The Growing Threat to Renewable Assets

Climate change is driving an unprecedented increase in extreme weather events, posing severe challenges to renewable energy infrastructure. Among the issues:

Intensifying storms: Hurricanes and tropical storms are becoming more powerful, with higher wind speeds and increased rainfall, threatening both onshore and offshore renewable installations.

Expanding hail risk: Hailstorms are occurring more frequently and in regions previously considered lower-risk, with hailstones growing larger and more damaging.

Prolonged droughts and wildfires: Extended dry periods are leading to more frequent and intense wildfires, jeopardizing solar farms and transmission infrastructure in vulnerable areas.

Increased uncertainty: Changing rain patterns are causing floods in unexpected locations and shifting historical flood maps.

These escalating risks threaten not just individual projects but the entire sector’s growth. According to NOAA, 2023 saw a record-breaking 28 weather and climate disasters in the U.S., each causing more than $1 billion in damages. This trend is projected to continue.

Given these mounting challenges, the renewable energy industry must adapt to ensure its continued growth and sustainability. The solution lies in resilient design—but what does this entail, and at what cost?

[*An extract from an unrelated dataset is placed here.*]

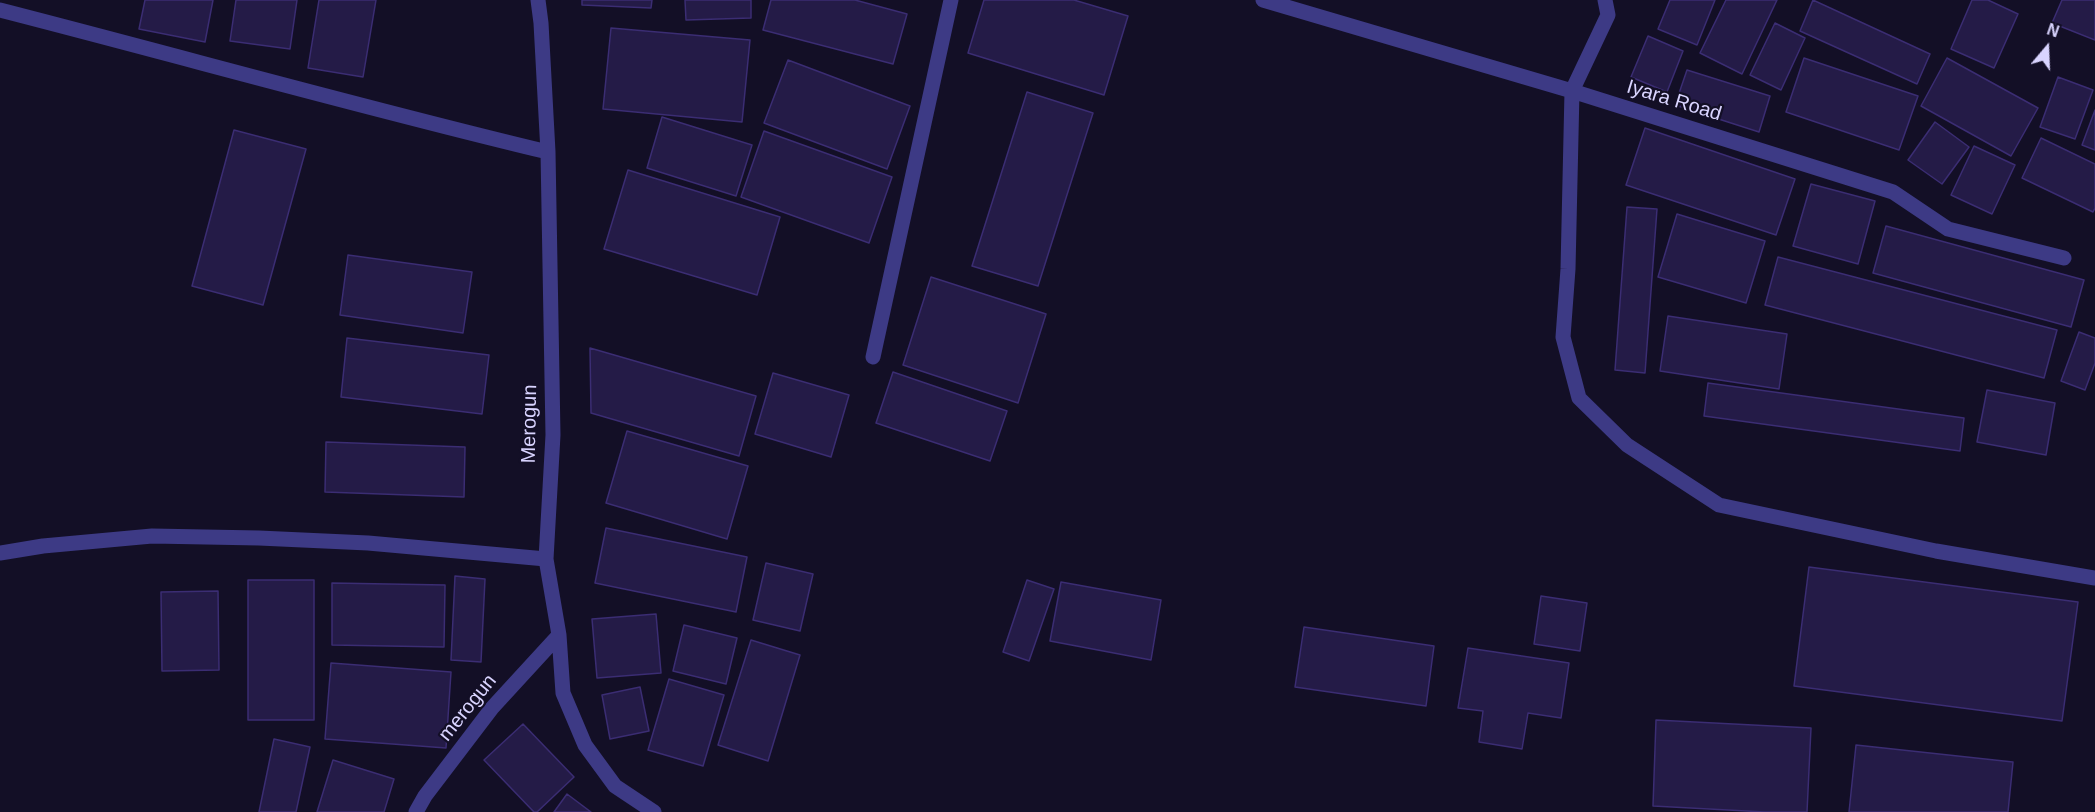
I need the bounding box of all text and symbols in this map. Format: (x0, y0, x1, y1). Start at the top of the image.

The Upfront Cost of Resilience

Implementing resilient measures in renewable energy projects, particularly in solar installations, typically involves several key components:

  • Enhanced panel design: Utilizing thicker (3.2 or 4mm vs. 2mm), tempered glass to withstand hail and other extreme weather events.
  • Advanced tracking systems: Implementing trackers with higher stow angles and automated stow functionalities for better protection during severe weather. Today’s deployed trackers typically achieve maximum tilt angles of 52 to 60 degrees, with recent innovations allowing for even steeper angles to minimize hail loss. Recent research in the 2024 Solar Risk Assessment shows that angles up to 75 degrees reduce the probability of breakage by over 80%. Regular testing of hail stow systems is also advised.
  • Robust mounting structures: Choosing durable racking with thicker steel and ensuring modulesare securely fastened to withstand high winds and other environmental stressors. Operations & Maintenance items such as torque audits, connector inspections, and spare parts collection are completed regularly.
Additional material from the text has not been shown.